▶ _Exercise directions_:
In the entries below, spot each line with the word "controls" and copy it.

▶ _Supplied material_:
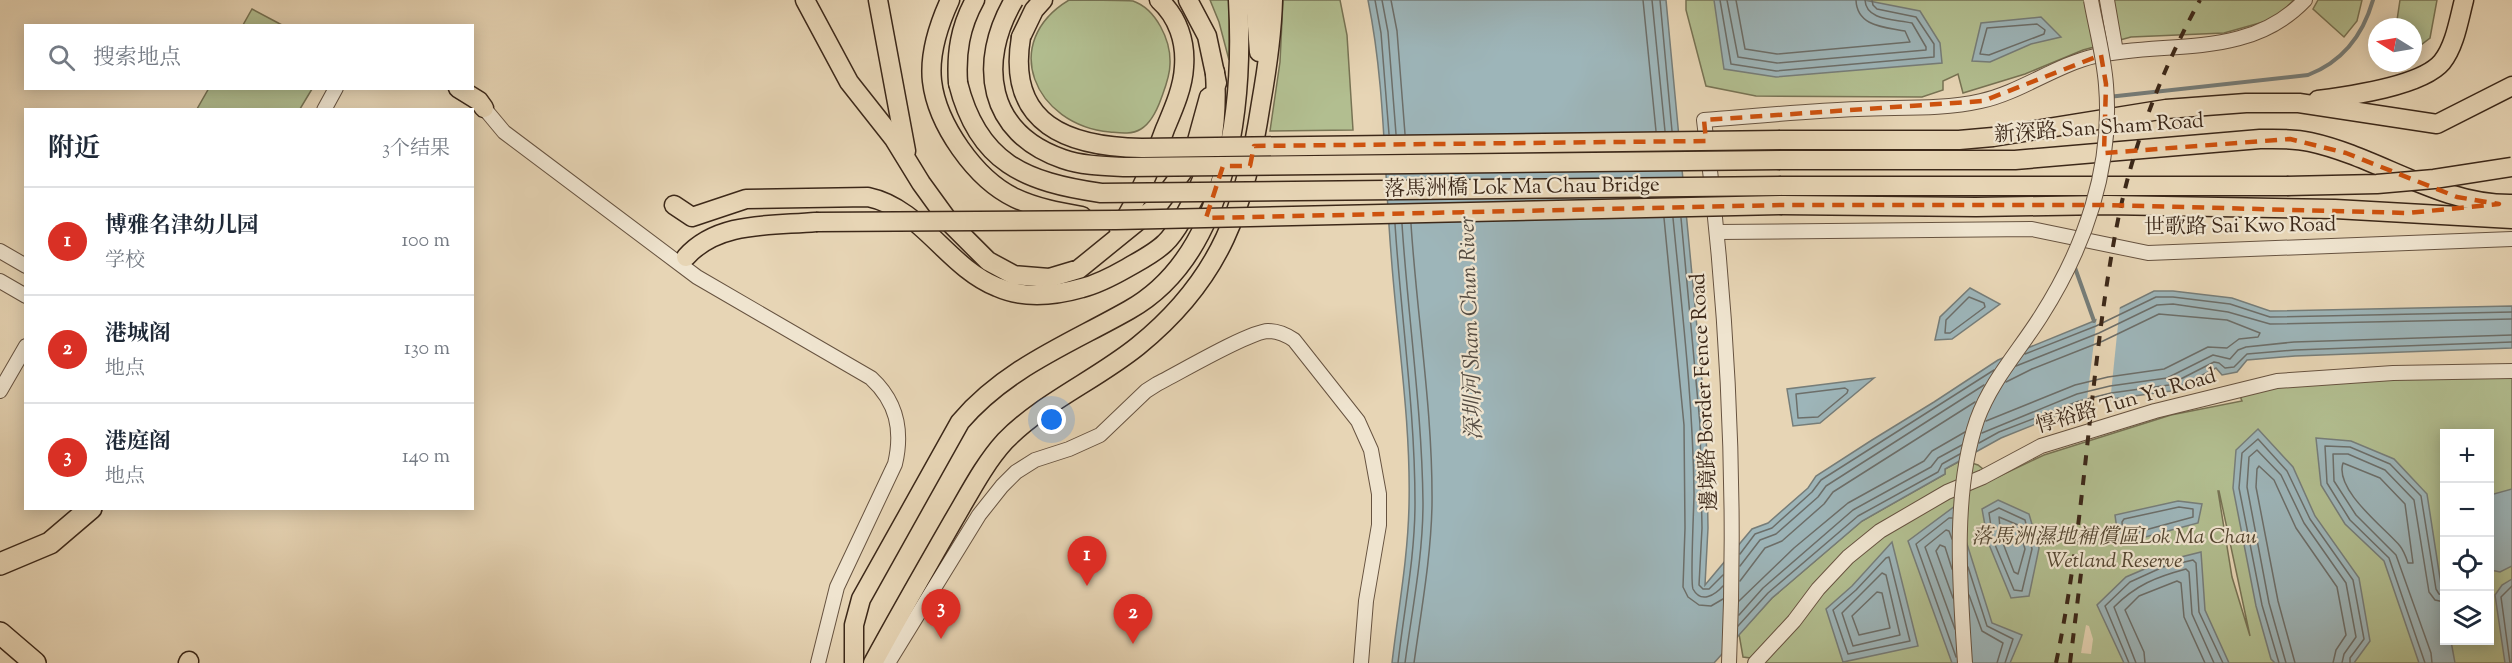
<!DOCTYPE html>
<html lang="zh">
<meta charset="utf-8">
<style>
:root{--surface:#fff;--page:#f6f6f7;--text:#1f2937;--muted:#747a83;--line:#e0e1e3;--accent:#d93025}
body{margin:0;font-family:"Sorts Mill Goudy","Noto Serif SC",serif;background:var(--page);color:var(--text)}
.controls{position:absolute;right:18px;bottom:18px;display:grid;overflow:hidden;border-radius:0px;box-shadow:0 3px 15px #0003}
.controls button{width:54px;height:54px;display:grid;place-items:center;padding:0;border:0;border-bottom:2px solid var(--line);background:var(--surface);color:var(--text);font:30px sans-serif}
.compass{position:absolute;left:2368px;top:18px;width:54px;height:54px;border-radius:50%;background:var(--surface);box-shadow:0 3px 15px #0003;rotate:281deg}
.you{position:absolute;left:1052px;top:420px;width:21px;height:21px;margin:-15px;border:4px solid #fff;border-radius:50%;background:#1a73e8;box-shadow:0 0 0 9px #1a73e833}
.badge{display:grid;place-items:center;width:39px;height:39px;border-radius:50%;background:var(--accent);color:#fff;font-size:20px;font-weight:700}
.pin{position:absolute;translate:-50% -50px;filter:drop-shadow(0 2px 3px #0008)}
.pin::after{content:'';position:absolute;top:32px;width:21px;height:18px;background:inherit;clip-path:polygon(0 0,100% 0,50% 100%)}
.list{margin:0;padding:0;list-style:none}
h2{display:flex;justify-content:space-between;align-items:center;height:78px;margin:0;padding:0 24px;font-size:26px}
h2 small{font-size:20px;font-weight:400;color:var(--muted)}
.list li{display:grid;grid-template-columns:39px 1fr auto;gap:18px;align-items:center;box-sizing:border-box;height:108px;padding:0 24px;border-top:2px solid var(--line)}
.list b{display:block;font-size:22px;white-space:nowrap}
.list p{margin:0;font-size:20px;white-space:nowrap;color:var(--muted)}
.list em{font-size:20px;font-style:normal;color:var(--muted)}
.icon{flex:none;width:33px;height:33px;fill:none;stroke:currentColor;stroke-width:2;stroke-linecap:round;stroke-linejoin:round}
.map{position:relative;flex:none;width:2512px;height:663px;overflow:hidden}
.search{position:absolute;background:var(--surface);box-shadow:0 3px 15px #0003;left:24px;top:24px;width:450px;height:66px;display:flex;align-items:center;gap:15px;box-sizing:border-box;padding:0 21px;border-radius:0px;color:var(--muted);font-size:22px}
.panel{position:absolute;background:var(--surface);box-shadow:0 3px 15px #0003;left:24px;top:108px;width:450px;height:402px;border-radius:0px}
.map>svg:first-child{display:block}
.green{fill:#b2be90;stroke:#777354;stroke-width:1.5;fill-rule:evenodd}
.water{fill:#9db5b9;stroke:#767d79;stroke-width:1.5}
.pier{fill:#e7d5b5}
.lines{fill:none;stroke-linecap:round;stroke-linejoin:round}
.shore{stroke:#6c6e69;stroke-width:1.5}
.stream{stroke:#767d79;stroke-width:4}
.minor-casing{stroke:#675340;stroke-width:16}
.major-casing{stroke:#3c2819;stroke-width:21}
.highway-casing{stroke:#3c2819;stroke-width:24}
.minor{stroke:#efe4cf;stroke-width:14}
.major{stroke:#e7d5b5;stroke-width:18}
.highway{stroke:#e7d5b5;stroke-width:21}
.rail{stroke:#3c2819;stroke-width:4;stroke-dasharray:10 10;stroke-linecap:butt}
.minor-bridge-casing{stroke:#675340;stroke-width:16;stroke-linecap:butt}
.major-bridge-casing{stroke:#3c2819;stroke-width:21;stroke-linecap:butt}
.minor-bridge{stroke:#efe4cf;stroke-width:14}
.major-bridge{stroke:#e7d5b5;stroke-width:18}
.marked{fill:none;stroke:#ce520e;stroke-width:4.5;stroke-dasharray:12 8;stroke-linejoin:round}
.labels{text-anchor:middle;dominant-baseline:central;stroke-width:4.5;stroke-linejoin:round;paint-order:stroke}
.street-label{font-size:21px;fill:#3c2819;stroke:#efe4cf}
.park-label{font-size:21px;font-style:italic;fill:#544631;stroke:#efe4cf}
.water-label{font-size:22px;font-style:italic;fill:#544b41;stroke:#efe4cf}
</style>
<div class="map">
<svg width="2512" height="663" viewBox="0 0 2512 663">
<rect width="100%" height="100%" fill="#e7d5b5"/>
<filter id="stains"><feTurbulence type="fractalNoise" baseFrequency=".00333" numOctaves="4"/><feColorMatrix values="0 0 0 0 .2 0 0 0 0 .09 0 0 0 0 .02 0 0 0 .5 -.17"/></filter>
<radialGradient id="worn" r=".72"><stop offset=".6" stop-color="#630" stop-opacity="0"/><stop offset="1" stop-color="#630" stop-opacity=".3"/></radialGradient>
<g class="green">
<path d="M1069,0C1084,0 1121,0 1133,1C1156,9 1171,40 1170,64C1170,76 1165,88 1161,99C1157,110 1151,123 1141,129C1131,135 1120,133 1110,132C1034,125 999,42 1069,0Z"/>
<path d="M1210,0H1229V60L1219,22Z"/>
<path d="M1283,0H1340L1347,35L1353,130L1270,131L1280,62Z"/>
<path d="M1686,0H2294L2274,19L2224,33L2131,37L2083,50L2025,74L1963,93L1958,74L1943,81V90L1922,97L1756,96L1706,86L1686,10Z"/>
<path d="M2318,0H2362L2357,21L2344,37L2313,9Z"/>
<path d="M2400,0H2437L2430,38L2413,51V27H2396Z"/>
<path d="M252,9L282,25H243Z"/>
<path d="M209,88H312V89L300,109H197Z"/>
<path d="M2512,371V663H1759L1758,659L1743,657L1739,634L1772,598L1862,521L1945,474V469L1962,460L1978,465L1989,474L1966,492L2044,455L2171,415L2242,401L2238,391L2277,381ZM2444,434H2490V640H2444ZM2218,491H2219L2250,636L2232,577Z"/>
</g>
<g class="water">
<path d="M1368,0H1666L1706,423L1708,528L1705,585L1752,529L1768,523L1808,488L1816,476L1872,440L1934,402L1998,360L2094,321L2154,291H2173L2232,298L2270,311L2512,306V348L2295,356L2247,360L2237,372L2222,375L2216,368L2171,391L2112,399L2058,415L2001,438L1945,469V474L1862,521L1772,598L1714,663H1392C1398,611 1408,558 1409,505C1411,421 1397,337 1391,253C1384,169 1385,83 1368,0Z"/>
<path d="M1714,0H1864L1920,11L1940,43L1942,63L1776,77L1724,69Z"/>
<path d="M2041,17L2061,37L2031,44L1990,62L1972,61L1981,23Z"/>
<path d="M1970,288L2000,304L1952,339L1935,340L1940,317Z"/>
<path d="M1874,378L1820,423L1793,426L1787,389Z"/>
<path d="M2258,429L2293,467L2315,516L2359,578L2370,641L2354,663H2275L2271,659L2256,606L2233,488L2236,450Z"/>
<path d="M2316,438L2351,441L2394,459L2427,494L2444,604V640L2451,641L2455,663H2419L2384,561L2345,524L2321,485Z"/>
<path d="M2512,489V566L2500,572L2490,570V495Z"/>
<path d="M1998,500L2029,514L2039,548L2029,596L2011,598L1988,542L1982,509Z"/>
<path d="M2178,501L2202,504L2198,523L2119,544L2115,515Z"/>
<path d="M1955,506L1992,623L2022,635L2010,663H1952L1908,541Z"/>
<path d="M1892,542L1918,646L1843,662L1826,609L1852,586Z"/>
<path d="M2201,552L2205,610L2229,663H2124L2097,605L2126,577L2161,562Z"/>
<path d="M2512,579V663H2505L2495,595L2502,585Z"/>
</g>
<g class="pier">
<path d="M2120,305L2110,403L2086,408L2097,316Z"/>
<path d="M2086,625L2089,626L2093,639L2091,654L2081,653Z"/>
</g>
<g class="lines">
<g class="shore">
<path d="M1375,0L1381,33L1389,134"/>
<path d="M1382,0L1388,32L1396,134"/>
<path d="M1391,0L1397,31L1405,134"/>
<path d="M1643,0L1656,131"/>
<path d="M1652,0L1665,131"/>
<path d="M1660,0L1672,131"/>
<path d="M1720,0L1731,64L1776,71L1934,57V44L1916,17L1877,9L1873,5L1872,0"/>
<path d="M1727,0L1738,57L1777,63L1926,50V47L1912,23C1895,19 1866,21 1865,0"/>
<path d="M1736,0L1745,49L1777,54L1910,42L1905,31C1885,27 1857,27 1856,0"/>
<path d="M2037,24L2045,30L2044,34L1989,55L1980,54L1987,28Z"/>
<path d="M1664,218L1684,425L1685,528L1683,587L1688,597L1699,605L1711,606L1723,599"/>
<path d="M1673,218C1682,310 1693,401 1694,493C1694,507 1690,583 1693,589C1701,604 1715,595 1723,586"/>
<path d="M1681,218L1700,424L1702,528L1699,585L1703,589H1709L1723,575"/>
<path d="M1395,224C1401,317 1415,410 1415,503C1415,557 1404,610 1398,663"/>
<path d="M1402,224C1408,317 1422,410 1423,503C1423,557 1412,610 1405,663"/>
<path d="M1411,224C1417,318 1433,411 1432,505C1431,558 1421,611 1414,663"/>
<path d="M1969,297L1984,303L1985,307L1950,333H1945L1946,320Z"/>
<path d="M2025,354L2096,326L2156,297H2173L2230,304L2270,317L2512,312"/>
<path d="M2016,366L2099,333L2157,305L2173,304L2228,312L2270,324L2512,319"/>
<path d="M1845,388L1848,390L1847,393L1818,417L1798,418L1796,394Z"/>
<path d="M1986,421L2075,385L2108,377L2164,369L2208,347L2227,348L2239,339L2258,337L2260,333L2227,320L2159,314L2103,341L2032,369L2006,382"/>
<path d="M1982,433L2077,394L2110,386L2167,378L2213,355L2230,359L2238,350L2246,347L2294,342L2512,335"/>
<path d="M1979,443L1999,432L2079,401L2111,393L2169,385L2214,362L2219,363L2225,368L2234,367L2247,354L2295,350L2512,342"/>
<path d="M2343,463L2380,478L2405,504L2413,563H2408C2406,557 2404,551 2400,546C2385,528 2334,490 2343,463Z"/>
<path d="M2179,507L2193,509V517L2127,535L2123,534L2122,522L2124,519Z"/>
<path d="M1999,508L2025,520L2032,549L2022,591L2014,590L1993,540L1989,513Z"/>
<path d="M1999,517L2018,525L2025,549L2018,574L2014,572L2001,538Z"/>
<path d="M1952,518H1949L1916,544L1956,657"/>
<path d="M1952,539L1949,531L1946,530L1925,547L1955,629"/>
<path d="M1740,554L1755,534L1772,528L1812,492L1821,480L1994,370"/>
<path d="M1889,557L1910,641L1848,654L1833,610L1856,590L1886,558Z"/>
<path d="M1740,566L1760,540L1776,534L1818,497L1826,486L1984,385"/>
<path d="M1968,567L1987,626L2013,639L2005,663"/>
<path d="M1952,569L1945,547L1940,545L1936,551L1953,598"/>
<path d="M1882,573L1886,575L1900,635L1853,646L1842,613Z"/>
<path d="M1740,581L1765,548L1782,541L1824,504L1833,492L1975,402"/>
<path d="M1877,592L1882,593L1890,628L1859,635L1852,616Z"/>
<path d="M1969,595L1982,631L2003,643L1997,663"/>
<path d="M1739,601L1794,548L1848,503L1924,461L1932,451L1965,432"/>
<path d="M1739,615L1763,588L1853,510L1931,467L1938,458L1962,445"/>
<path d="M1738,626L1768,593L1858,516L1938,472L1942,464L1960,454"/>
<path d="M2129,663L2105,606L2130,582L2163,567L2193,560L2196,563L2199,612L2223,663"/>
<path d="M2136,663L2114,607C2136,585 2156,577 2186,569L2189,572L2192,614L2214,663"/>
<path d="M2145,663L2144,652L2125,610L2139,596L2177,581L2181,583L2184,617L2205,663"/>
<path d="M2279,663L2262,605L2239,488L2242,453L2258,439L2287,471L2310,519L2353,580L2364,639L2350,658V663"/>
<path d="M2286,663L2269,603L2247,487L2249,457L2257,450L2281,475L2304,523L2346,583L2356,637L2344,654L2342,663"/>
<path d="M2295,663L2278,601L2256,487L2257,469L2259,466L2274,480L2296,528L2337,587L2346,635L2336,650L2333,663"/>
<path d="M2425,663L2389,558L2350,520L2327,483L2325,446L2350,447L2390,464L2421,496L2436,589L2439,594L2444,595"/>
<path d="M2432,663L2431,653L2396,555L2356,515L2334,481L2333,454H2348L2385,470L2414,500L2429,592L2435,600L2444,602"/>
<path d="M2510,663L2501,597L2512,586"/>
</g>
<g class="stream">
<path d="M2108,97L2308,75C2342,62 2363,35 2373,0"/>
<path d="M2074,265L2094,321"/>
</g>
<g class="minor-casing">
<g id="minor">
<path d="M2107,0L2116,52"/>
<path d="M484,108L504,132L697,277L871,378C897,402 903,430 895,464L837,587L818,663"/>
<path d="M324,110L336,88"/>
<path d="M1718,232L2032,229L2148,253L2512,239"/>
<path d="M0,251L26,266"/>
<path d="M0,281L26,296"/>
<path d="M0,391L26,346"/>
<path d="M888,663L979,515L1002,486L1016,472L1035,460L1069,449L1100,435L1146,391L1157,384C1179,373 1248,332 1268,331C1278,331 1285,334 1294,340L1358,421L1371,450L1379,494V525L1366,601L1361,663"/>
<path d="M1729,663C1737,481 1727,300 1704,120C1755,116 1806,111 1858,109C1898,107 1941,110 1981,101C2019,93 2056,65 2095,56C2167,40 2248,60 2305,0"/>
<path d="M1755,663L1794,621L1818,589L1848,557L1880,531L1947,492L1983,477L2041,446L2155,411L2277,381L2393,373L2512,371"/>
</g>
</g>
<g class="major-casing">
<g id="major">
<path d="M805,0L849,82L894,139L921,183L950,223L988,261L1014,275L1049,278L1079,269L1159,204L1192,159L1209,97"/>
<path d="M878,0L906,151"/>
<path d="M950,0C939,24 929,54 932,81C937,124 975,179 1015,198C1036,208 1059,212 1082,216"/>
<path d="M1188,0L1207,36L1217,83"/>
<path d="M1255,0L1259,52"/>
<path d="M1021,37L1034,10L1043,0"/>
<path d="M958,83C956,53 960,27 975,0"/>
<path d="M458,88L479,101L484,108"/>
<path d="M2318,100C2349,96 2422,86 2442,62C2455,46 2459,19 2464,0"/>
<path d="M1780,140H1959L1993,137L2166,109L2246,103H2299L2437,124L2512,86"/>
<path d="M1780,160H2015L2260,139C2277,139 2293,138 2310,142C2379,157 2439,205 2512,204"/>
<path d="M1781,186H2287"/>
<path d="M674,205L692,217L746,199L868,197C921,208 947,267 997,287C1024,299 1054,296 1082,288C1098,284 1113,276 1127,268C1139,261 1155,253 1165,243C1174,235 1180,223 1186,213C1212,169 1218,122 1215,72"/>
<path d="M1782,205L1976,207L2107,205L2335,209L2512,219"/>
<path d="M1119,229C1139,198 1152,164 1165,129C1173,110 1183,88 1184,67C1186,42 1178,17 1159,0"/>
<path d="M686,257C718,221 771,226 816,222"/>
<path d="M188,663L189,661"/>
<path d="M854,663V625L861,599L960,422C1006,368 1069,344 1129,310C1229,254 1244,103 1238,0"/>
<path d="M873,663C899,615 926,568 953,521C969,494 984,464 1005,441C1043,402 1096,380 1138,346C1222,278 1245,207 1261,103C1267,69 1272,35 1273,0"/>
</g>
</g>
<g class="highway-casing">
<g id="highway">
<path d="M0,564L50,543L91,508"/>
<path d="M0,633L35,663"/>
</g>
</g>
<use href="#minor" class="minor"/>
<use href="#major" class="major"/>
<use href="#highway" class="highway"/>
<g class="rail">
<path d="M2056,663C2086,520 2089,373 2116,230C2131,150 2161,71 2200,0"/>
<path d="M2070,663L2082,565"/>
</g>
<g class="minor-bridge-casing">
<path id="minor-bridge" d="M1965,663C1960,587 1952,493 1977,420C1991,381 2019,351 2041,316C2085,247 2113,167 2106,85C2104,57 2096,28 2091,0"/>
</g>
<g class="major-bridge-casing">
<g id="major-bridge">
<path d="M1014,0C977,63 987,133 1063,159C1083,166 1106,166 1127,167L1780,160"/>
<path d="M1021,37C1006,125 1069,147 1142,148L1780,140"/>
<path d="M958,83C978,163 1025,182 1101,193L1781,186"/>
<path d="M2287,186L2377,184L2434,179L2512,167"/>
<path d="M816,222L1116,220L1782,205"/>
</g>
</g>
<use href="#minor-bridge" class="minor-bridge"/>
<use href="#major-bridge" class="major-bridge"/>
</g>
<path class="marked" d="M2101,55L2106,84L2104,153L2290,139L2346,153L2457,197L2499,204L2408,213L2107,205H1782L1206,218L1223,166H1250L1254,146L1706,141L1704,120L1983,101Z"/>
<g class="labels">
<g class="street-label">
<text transform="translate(2099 129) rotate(-4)">新深路 San Sham Road</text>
<text transform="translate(1522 188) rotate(-1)">落馬洲橋 Lok Ma Chau Bridge</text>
<text transform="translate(2240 227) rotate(-1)">世歌路 Sai Kwo Road</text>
<text transform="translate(1705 392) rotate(-93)">邊境路 Border Fence Road</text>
<text transform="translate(2126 402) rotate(-16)">惇裕路 Tun Yu Road</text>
</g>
<g class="park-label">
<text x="2114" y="538">落馬洲濕地補償區Lok Ma Chau<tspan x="2114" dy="24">Wetland Reserve</tspan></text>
</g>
<g class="water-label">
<text transform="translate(1472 328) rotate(-92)">深圳河 Sham Chun River</text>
</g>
</g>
<rect width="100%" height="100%" filter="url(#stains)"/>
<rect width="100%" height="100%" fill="url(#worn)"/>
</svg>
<div class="controls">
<button>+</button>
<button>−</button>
<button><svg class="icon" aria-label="locate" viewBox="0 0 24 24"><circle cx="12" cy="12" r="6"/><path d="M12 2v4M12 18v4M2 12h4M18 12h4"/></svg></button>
<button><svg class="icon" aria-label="layers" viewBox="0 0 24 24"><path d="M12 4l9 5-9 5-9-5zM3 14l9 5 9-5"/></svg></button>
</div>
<svg class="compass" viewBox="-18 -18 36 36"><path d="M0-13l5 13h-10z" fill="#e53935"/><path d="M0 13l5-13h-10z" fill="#747a83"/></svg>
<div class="you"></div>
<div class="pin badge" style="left:1087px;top:586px">1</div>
<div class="pin badge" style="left:1133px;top:644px">2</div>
<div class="pin badge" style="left:941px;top:639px">3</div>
<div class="search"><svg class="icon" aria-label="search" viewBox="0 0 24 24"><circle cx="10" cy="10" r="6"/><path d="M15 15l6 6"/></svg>搜索地点</div>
<section class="panel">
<h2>附近<small>3个结果</small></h2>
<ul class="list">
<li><span class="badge">1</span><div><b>博雅名津幼儿园</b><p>学校</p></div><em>100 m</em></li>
<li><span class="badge">2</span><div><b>港城阁</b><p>地点</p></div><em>130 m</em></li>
<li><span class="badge">3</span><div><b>港庭阁</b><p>地点</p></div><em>140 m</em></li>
</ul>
</section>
</div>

▶ _Finished exercise_:
.controls{position:absolute;right:18px;bottom:18px;display:grid;overflow:hidden;border-radius:0px;box-shadow:0 3px 15px #0003}
.controls button{width:54px;height:54px;display:grid;place-items:center;padding:0;border:0;border-bottom:2px solid var(--line);background:var(--surface);color:var(--text);font:30px sans-serif}
<div class="controls">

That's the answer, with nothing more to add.